Parents, be Warned: 'The 5th Wave' Will be the Scariest YA Adaptation Yet

"I'm not normally a sci-fi person, but.. " —me, every single time I finish another smart, thrilling dystopian/apocalyptic/fantasy bestseller and try to explain to people why they have to read it RIGHT. NOW. It happened with The Hunger Games, it happened with the Uglies series, and it's about to happen today, because I just finished the last page of Rick Yancey's The 5th Wave, and holy....

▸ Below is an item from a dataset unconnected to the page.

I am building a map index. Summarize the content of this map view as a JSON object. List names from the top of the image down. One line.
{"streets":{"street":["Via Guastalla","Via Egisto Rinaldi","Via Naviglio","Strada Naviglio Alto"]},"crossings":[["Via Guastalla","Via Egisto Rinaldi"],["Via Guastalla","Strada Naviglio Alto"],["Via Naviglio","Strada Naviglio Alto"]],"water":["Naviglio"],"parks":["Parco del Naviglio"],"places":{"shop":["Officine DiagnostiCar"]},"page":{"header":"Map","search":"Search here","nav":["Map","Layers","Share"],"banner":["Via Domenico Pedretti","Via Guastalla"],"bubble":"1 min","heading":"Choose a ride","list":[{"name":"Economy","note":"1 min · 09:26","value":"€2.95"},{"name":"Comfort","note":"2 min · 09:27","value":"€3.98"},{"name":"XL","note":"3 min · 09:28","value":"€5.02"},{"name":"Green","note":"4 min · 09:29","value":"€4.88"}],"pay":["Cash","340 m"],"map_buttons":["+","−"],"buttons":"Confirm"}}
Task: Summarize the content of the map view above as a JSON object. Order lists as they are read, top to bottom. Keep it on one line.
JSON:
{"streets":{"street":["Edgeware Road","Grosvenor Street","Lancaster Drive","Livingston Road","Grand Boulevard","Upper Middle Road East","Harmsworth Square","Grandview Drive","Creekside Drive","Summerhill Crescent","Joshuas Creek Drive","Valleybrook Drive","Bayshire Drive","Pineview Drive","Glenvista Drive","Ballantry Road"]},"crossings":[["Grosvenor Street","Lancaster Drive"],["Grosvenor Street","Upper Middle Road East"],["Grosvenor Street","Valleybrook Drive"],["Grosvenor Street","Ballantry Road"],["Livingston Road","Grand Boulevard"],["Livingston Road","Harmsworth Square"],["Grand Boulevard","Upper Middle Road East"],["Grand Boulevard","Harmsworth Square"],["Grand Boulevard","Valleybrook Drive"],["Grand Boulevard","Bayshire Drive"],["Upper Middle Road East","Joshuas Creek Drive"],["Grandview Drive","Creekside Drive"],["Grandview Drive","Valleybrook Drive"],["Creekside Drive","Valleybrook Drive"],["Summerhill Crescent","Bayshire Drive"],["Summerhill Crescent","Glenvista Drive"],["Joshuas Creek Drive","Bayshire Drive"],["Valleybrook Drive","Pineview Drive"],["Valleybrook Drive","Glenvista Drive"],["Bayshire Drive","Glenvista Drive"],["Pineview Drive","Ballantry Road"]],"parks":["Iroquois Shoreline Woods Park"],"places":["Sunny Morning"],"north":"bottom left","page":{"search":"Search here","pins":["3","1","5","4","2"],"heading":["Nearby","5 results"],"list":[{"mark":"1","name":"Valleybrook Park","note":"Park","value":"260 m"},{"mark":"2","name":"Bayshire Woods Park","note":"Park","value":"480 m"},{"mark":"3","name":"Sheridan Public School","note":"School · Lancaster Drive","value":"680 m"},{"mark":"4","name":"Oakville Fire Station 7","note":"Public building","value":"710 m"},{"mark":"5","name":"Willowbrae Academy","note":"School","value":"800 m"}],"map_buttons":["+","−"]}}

The 5th Wave, about the effects of an alien invasion on present-day Earth, is one of the best books, sci-fi or not, all year. It centers on 16-year-old Cassie, who fights for her survival after four "waves" of attacks by an unknown, incredibly advanced alien species kill her parents, along with 99 percent of the world's population. It's a YA novel, but only in the sense that the heroine is a teenager. Believe me, it's fast-paced and terrifyingly real enough to hook any adult brave enough to give it a try.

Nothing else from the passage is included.